Aug 16 17:51:40 TIDB-PD1 systemd: Started tidb service.
Aug 16 17:51:40 TIDB-PD1 bash: [2022/08/16 17:51:40.508 +08:00] [WARN] [config.go:1004] [“Some configuration options should be moved to [instance] section. Please use the latter config options in [instance] instead: (slow-threshold, tidb_slow_log_threshold).”]
Aug 16 17:51:46 TIDB-PD1 systemd: tidb-4000.service: main process exited, code=exited, status=2/INVALIDARGUMENT
Aug 16 17:51:46 TIDB-PD1 systemd: Unit tidb-4000.service entered failed state.
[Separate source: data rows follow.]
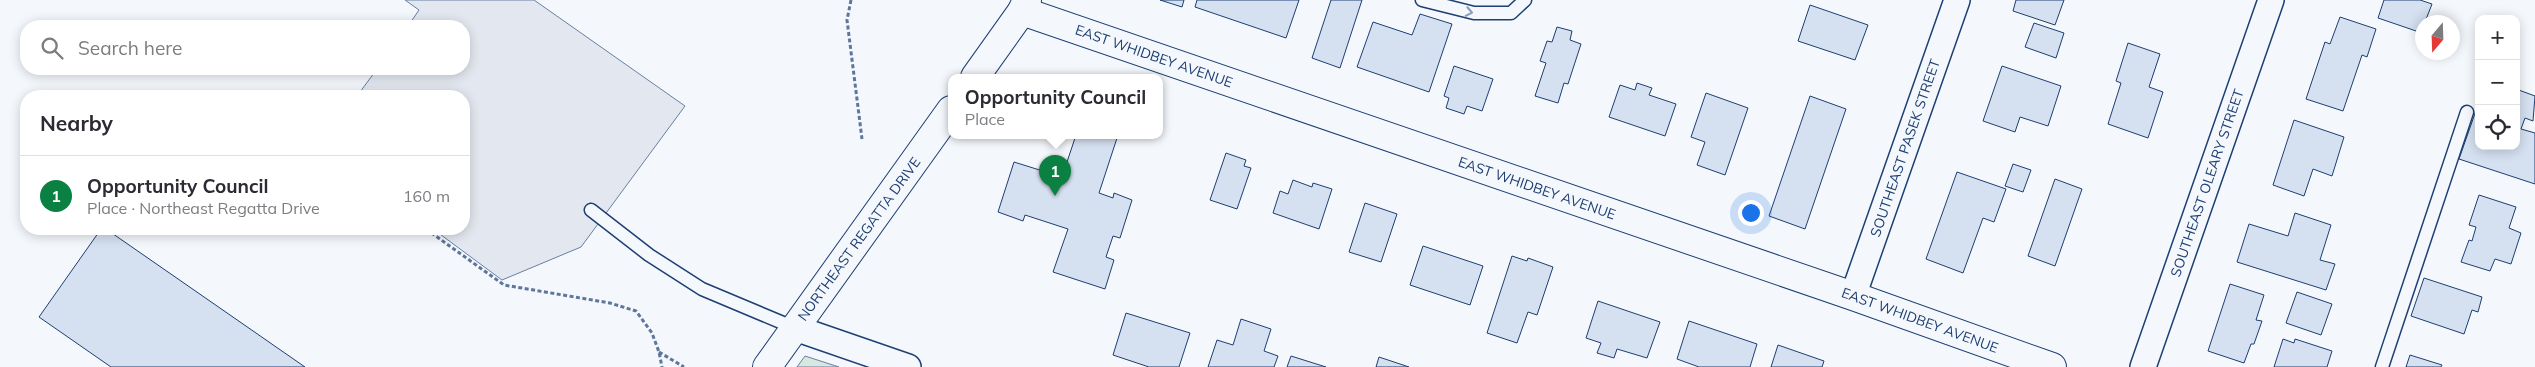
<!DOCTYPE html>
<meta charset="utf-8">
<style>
body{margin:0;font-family:Mulish,sans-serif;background:#f2f2f3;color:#2b2b33}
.controls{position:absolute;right:15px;top:15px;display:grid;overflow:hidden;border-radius:10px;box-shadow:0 2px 12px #0003}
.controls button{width:45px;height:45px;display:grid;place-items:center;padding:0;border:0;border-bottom:1px solid #e1e1e2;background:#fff;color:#2b2b33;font:25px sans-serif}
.compass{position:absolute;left:2415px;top:15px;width:45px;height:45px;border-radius:50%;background:#fff;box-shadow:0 2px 12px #0003;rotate:199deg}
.you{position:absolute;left:1750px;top:212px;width:18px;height:18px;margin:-12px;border:4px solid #fff;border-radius:50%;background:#1a73e8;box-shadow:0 0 0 8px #1a73e833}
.badge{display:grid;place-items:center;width:32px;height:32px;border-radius:50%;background:#0b8043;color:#fff;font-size:16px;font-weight:700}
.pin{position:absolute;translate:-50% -41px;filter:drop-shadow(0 1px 2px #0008)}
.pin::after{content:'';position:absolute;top:26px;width:18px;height:15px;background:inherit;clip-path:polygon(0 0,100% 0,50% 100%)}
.popup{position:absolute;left:948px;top:74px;width:215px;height:65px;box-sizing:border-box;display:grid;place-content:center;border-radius:10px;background:#fff;filter:drop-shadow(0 1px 4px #0005);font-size:16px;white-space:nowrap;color:#7c7c81}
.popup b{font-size:19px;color:#2b2b33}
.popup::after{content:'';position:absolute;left:50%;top:100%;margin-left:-10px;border:10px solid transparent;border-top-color:#fff}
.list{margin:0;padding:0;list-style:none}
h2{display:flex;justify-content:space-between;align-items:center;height:65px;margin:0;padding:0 20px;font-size:21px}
h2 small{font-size:16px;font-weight:400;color:#7c7c81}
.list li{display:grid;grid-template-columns:32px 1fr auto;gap:15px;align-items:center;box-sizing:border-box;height:80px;padding:0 20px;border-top:1px solid #e1e1e2}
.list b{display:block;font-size:19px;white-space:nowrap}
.list p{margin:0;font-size:16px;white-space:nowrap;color:#7c7c81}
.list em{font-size:16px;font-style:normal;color:#7c7c81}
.icon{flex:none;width:28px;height:28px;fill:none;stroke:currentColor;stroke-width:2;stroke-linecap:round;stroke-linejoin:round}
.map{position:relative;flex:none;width:2535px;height:367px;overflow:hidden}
.search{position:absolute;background:#fff;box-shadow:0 2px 12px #0003;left:20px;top:20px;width:450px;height:55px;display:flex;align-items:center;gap:12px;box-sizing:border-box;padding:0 18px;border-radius:20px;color:#7c7c81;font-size:19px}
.panel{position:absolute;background:#fff;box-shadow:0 2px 12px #0003;left:20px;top:90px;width:450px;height:145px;border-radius:20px}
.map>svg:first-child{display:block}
.green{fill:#d7e8df;stroke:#687fa3}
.parking{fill:#e3e8f0;stroke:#687fa3}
.building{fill:#d5e0f0;stroke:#1d3f73}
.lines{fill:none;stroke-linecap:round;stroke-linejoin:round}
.service-casing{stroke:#1d3f73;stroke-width:15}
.minor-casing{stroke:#1d3f73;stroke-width:28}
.tertiary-casing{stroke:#1d3f73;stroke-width:30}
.secondary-casing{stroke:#1d3f73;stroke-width:30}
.path{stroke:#5e769c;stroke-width:3;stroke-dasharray:4 2.5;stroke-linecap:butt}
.service{stroke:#f4f7fb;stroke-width:12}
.minor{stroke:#f4f7fb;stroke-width:25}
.tertiary{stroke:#f4f7fb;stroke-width:28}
.secondary{stroke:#f4f7fb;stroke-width:28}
.oneway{stroke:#889bb7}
.labels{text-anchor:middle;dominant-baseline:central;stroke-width:4;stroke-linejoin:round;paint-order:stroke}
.street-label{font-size:14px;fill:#1d3f73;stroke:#f4f7fb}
</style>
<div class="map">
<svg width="2535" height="367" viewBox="0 0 2535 367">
<rect width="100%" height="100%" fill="#f4f7fb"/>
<path class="green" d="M805 356 839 367H797Z"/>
<path class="parking" d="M405 0H534L685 106 581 247 502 280 433 229H464V96H357L377 69H464V26H408L419 10Z"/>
<path class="building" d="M1160 0H1184L1182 7Z
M1197 0H1299L1286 38 1195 7Z
M1331 0H1362L1340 68 1312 58Z
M2016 0H2064L2055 25 2013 11Z
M2384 0H2420L2432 4 2425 22H2422V33L2378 18Z
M1810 5 1868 25 1855 60 1798 41Z
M1420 14 1452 24 1429 92 1357 67 1373 22 1412 35Z
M2340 17 2376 29 2367 57 2362 55 2343 111 2306 99 2325 42 2330 44Z
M2034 23 2064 33 2056 58 2025 47Z
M1557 27 1572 31 1570 40 1581 44 1568 84 1564 83 1558 103 1535 96 1546 63 1540 61 1547 41 1552 42Z
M2128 43 2160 54 2149 87 2163 92 2148 138 2108 124 2121 83 2116 81Z
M1454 66 1493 79 1482 111 1467 106 1464 114 1446 108 1449 98 1444 96Z
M2002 66 2061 86 2048 126 2020 117 2015 132 1983 121Z
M1637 83 1652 88 1649 95 1676 104 1665 136 1609 117 1620 85 1635 90Z
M2516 89 2535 96 2533 121 2525 118 2521 129 2535 133V184L2459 159 2479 102V146H2516Z
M1706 93 1748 108 1725 175 1697 165 1705 142 1691 137Z
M1810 96 1846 109 1805 229 1769 216Z
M2294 120 2344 137 2332 176 2313 169 2304 196 2273 185Z
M1076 135H1118L1099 193 1113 198 1114 193 1132 200 1120 238 1113 236 1106 257 1114 260 1105 289 1053 272 1068 229 1025 215 1023 221 998 212 1014 162 1062 177Z
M1226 153 1246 160 1244 166 1251 168 1237 209 1210 200Z
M2013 164 2031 170 2023 192 2005 186Z
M1957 172 2006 189 1994 222 1983 218 1963 273 1926 259Z
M2055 179 2082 189 2055 266 2028 256Z
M1293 180 1312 187 1313 183 1332 189 1319 229 1273 213 1280 191 1288 194Z
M2479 195 2516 207 2509 228 2521 233 2511 264 2495 259 2490 271 2461 262 2469 240 2472 241 2476 227 2469 225Z
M1365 203 1397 214 1381 262 1349 252Z
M2295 213 2331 225 2320 260 2335 264 2326 290 2237 262 2249 224 2288 236Z
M101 229H106L305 367H111L39 317Z
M1423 246 1483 266 1470 305 1410 285Z
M1512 256 1527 261 1528 258 1553 267 1537 315 1528 312 1517 343 1487 333Z
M2424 278 2482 297 2478 312 2472 310 2464 334 2411 316Z
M2230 284 2264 295 2256 320 2262 321 2254 344H2251L2244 363 2208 351Z
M2297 292 2332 304 2321 335 2286 323Z
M1598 301 1660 322 1647 358 1617 349 1614 358 1597 353 1601 343 1586 338Z
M1126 313 1190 333 1179 367H1149L1113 355Z
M1241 319 1271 329 1264 351 1278 356 1274 367H1208L1217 340 1233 345Z
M1689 321 1757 344 1750 367H1699L1677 359Z
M2283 339 2294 343 2295 339 2332 351 2327 367H2274Z
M1778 345 1824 361 1822 367H1771Z
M2410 355 2442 365 2441 367H2406Z
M1291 356 1326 367H1287Z
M1379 357 1409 367H1376Z"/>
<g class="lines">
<g class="service-casing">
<path id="service" d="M1422 0 1474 13H1511L1525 0
M591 210 649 255 702 289 795 328
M2382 367 2467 112"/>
</g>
<g class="minor-casing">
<path id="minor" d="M1853 296 1957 0
M795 328 908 367
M2143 367 2271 0"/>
</g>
<g class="tertiary-casing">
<path id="tertiary" d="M1022 11 1853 296 2052 367"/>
</g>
<g class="secondary-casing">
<path id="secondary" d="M975 77 1022 11 1027 0
M767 367 951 110"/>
</g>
<path class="path" d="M851 0 847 20 862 139
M426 229 504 285 610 303 636 311 652 333 659 352 662 367
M659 352 684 367"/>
<use href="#service" class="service"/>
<use href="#minor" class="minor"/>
<use href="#tertiary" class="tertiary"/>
<use href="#secondary" class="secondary"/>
</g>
<defs><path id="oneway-chevron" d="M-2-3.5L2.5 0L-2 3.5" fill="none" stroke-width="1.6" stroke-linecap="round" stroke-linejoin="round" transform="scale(1.25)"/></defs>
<use class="oneway" href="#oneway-chevron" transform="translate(1469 12) rotate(11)"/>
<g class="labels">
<g class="street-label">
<text transform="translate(1154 56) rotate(19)">EAST WHIDBEY AVENUE</text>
<text transform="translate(1905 148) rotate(-71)">SOUTHEAST PASEK STREET</text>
<text transform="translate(2207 183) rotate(-71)">SOUTHEAST OLEARY STREET</text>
<text transform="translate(1537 188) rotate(19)">EAST WHIDBEY AVENUE</text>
<text transform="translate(859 239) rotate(-54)">NORTHEAST REGATTA DRIVE</text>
<text transform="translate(1920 320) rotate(20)">EAST WHIDBEY AVENUE</text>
</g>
</g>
</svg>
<div class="controls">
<button>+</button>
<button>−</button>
<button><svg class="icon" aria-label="locate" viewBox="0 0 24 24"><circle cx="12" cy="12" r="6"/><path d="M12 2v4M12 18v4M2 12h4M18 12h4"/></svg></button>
</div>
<svg class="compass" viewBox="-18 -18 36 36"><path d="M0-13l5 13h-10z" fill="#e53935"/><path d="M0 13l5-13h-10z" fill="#7c7c81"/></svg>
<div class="you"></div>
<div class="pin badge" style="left:1055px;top:196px">1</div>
<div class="popup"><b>Opportunity Council</b>Place</div>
<div class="search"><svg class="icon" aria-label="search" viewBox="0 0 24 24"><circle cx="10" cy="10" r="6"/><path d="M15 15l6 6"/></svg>Search here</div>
<section class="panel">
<h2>Nearby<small></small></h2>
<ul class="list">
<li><span class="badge">1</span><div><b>Opportunity Council</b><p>Place · Northeast Regatta Drive</p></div><em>160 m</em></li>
</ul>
</section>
</div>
Aug 16 17:51:46 TIDB-PD1 systemd: tidb-4000.service failed.
Aug 16 17:52:01 TIDB-PD1 systemd: tidb-4000.service holdoff time over, scheduling restart.
Aug 16 17:52:01 TIDB-PD1 systemd: Stopped tidb service.
Aug 16 17:52:01 TIDB-PD1 systemd: Started tidb service.
Aug 16 17:52:01 TIDB-PD1 bash: [2022/08/16 17:52:01.256 +08:00] [WARN] [config.go:1004] [“Some configuration options should be moved to [instance] section. Please use the latter config options in [instance] instead: (slow-threshold, tidb_slow_log_threshold).”]
Aug 16 18:00:01 TIDB-PD1 systemd: Started Session 6515 of user root.
Has it not been resolved yet? After restarting the application, is the error in tidb.log still the same?
If it is still the same, enable debug log for TiDB and post another tidb.log.